スランプ中の私はあべくんの書いた散文を頼りにかれの人生を書き、それに反射する「私」を探そうとする。
養護施設から暴力団へと場を移していくあべくんの熱中したナチス関連の本を私も読んでいき、物語(のための「私」)ができないあべくんの異質な風景描写(のための)宛先がそれらの本に書かれた風景にあるのではないかと当てをつけて、5章では、ゾンダーコマンドとして同胞を殺しやがて自分も殺される運命にある名前のない「かれ」の認識(のなさや錯綜)を書いていく。私とあべくんの二者の「かれ」「私」の交換に、もう一人が入り込んでき交換は渦巻いてく。その外部には常に「われわれ」がいるような感じ。
この辺りの(私の殺し/殺され)死の書き方は証言本や映画などフィクションの否応ない影響を、労働の詳細と記憶や認識の切断(続かなさ)が押し返して拮抗し、やっと成り立っているような綱渡り。それゆえスケッチを見られた時の、いわゆるエンターテイメントの(映画などでBGMが一瞬消えるような)切迫感がまったく引かれている。が、「記憶が身体を肯定してようやく昨日がある。」このような箇所に異常なほど(小説としての)リアリティを感じる。

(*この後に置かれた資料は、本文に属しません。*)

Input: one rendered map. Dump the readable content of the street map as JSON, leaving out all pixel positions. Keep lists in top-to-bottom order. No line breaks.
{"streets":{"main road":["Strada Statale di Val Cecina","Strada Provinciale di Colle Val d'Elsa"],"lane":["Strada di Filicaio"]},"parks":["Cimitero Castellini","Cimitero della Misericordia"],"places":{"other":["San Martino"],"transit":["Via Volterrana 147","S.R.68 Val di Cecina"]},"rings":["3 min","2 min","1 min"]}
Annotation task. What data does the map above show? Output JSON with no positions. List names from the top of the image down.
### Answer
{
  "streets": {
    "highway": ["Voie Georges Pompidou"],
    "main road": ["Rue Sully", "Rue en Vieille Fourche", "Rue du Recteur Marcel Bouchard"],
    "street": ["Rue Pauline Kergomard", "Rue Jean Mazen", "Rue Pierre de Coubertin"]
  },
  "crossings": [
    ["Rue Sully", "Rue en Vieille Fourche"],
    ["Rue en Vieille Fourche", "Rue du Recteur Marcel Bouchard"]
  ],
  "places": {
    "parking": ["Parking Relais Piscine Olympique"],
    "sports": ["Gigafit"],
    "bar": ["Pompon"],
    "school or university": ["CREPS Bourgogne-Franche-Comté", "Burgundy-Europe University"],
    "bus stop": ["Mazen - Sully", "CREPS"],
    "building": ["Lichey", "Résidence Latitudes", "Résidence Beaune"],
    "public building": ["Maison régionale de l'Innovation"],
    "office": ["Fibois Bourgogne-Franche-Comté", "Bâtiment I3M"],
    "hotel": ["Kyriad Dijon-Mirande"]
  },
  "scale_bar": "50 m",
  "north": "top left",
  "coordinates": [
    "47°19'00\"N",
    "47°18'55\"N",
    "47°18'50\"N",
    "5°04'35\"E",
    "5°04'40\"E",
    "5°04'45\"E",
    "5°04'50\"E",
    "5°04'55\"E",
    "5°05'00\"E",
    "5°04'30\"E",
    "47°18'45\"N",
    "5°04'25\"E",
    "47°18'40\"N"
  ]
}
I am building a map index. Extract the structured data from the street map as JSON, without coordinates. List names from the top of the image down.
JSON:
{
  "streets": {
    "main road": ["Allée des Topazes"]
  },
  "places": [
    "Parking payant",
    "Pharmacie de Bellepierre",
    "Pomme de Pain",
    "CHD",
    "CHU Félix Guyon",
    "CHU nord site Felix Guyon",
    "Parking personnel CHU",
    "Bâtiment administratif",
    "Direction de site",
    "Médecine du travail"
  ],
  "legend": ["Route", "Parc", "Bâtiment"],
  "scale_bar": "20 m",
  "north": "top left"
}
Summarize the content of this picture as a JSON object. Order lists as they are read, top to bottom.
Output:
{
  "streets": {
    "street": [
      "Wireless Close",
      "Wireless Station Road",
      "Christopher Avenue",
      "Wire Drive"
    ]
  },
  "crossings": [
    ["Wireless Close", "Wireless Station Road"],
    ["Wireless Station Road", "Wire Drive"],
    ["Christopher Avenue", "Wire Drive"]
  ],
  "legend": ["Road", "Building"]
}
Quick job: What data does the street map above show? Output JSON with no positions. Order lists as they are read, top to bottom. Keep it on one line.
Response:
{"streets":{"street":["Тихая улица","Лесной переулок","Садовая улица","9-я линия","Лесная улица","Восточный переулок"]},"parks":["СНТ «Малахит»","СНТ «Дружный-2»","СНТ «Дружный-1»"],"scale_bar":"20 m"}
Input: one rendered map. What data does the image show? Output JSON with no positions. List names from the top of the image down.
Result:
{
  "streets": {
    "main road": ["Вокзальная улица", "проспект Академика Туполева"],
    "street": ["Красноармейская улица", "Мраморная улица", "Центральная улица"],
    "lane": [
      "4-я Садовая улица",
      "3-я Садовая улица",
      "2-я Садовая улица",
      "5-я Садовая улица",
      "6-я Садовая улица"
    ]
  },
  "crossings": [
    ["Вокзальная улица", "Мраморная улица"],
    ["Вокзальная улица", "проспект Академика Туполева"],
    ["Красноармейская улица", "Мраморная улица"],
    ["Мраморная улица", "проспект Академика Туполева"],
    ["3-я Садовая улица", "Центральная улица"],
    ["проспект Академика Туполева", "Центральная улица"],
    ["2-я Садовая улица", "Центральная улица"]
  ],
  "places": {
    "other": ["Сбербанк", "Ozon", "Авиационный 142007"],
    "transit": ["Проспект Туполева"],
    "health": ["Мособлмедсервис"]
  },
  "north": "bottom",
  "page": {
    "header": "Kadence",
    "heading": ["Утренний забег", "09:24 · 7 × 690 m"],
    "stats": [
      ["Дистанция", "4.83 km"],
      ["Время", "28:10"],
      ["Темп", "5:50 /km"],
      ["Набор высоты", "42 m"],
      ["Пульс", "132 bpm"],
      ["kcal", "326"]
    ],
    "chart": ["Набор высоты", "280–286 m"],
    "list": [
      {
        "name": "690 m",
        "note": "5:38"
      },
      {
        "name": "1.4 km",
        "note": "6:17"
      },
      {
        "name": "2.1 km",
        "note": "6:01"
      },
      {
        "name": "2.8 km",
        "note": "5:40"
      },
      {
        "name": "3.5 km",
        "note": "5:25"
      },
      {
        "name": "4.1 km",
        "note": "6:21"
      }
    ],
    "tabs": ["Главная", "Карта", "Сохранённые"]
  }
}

小説全体で、とりわけこの章で、フィクションマイナスという町屋良平が明かしてくれた(われわれが明かさせた)方法論を少なからずわかると、デビュー作『青が破れる』それ以降の読み方もしぜん変わるし、(私自身『青が破れる』の何がすごいのか全然わからなかった。ずっとズラされ続けてる、みたいな小さい感想しかなく…)それこそ批評の営為なんだろうけど、もう自分でやるしかない…という問題意識をそのまま小説に落とし込んだのが『ほんのこども』なんだろうか。
「フィクション化された経験を発見するその手つきだけが私だよなあ」という認識が、(実際の町屋良平への適用が許されるならば)デビューからずっとあったのか、今現在から振り返って再言語化したものなのかな。
「恥」と「ズラし」については思うのは、恥でズラすのか、ズラしてしまうのが恥なのか、前者から後者への移行(あるいは行き来の連続?)が気になってきた。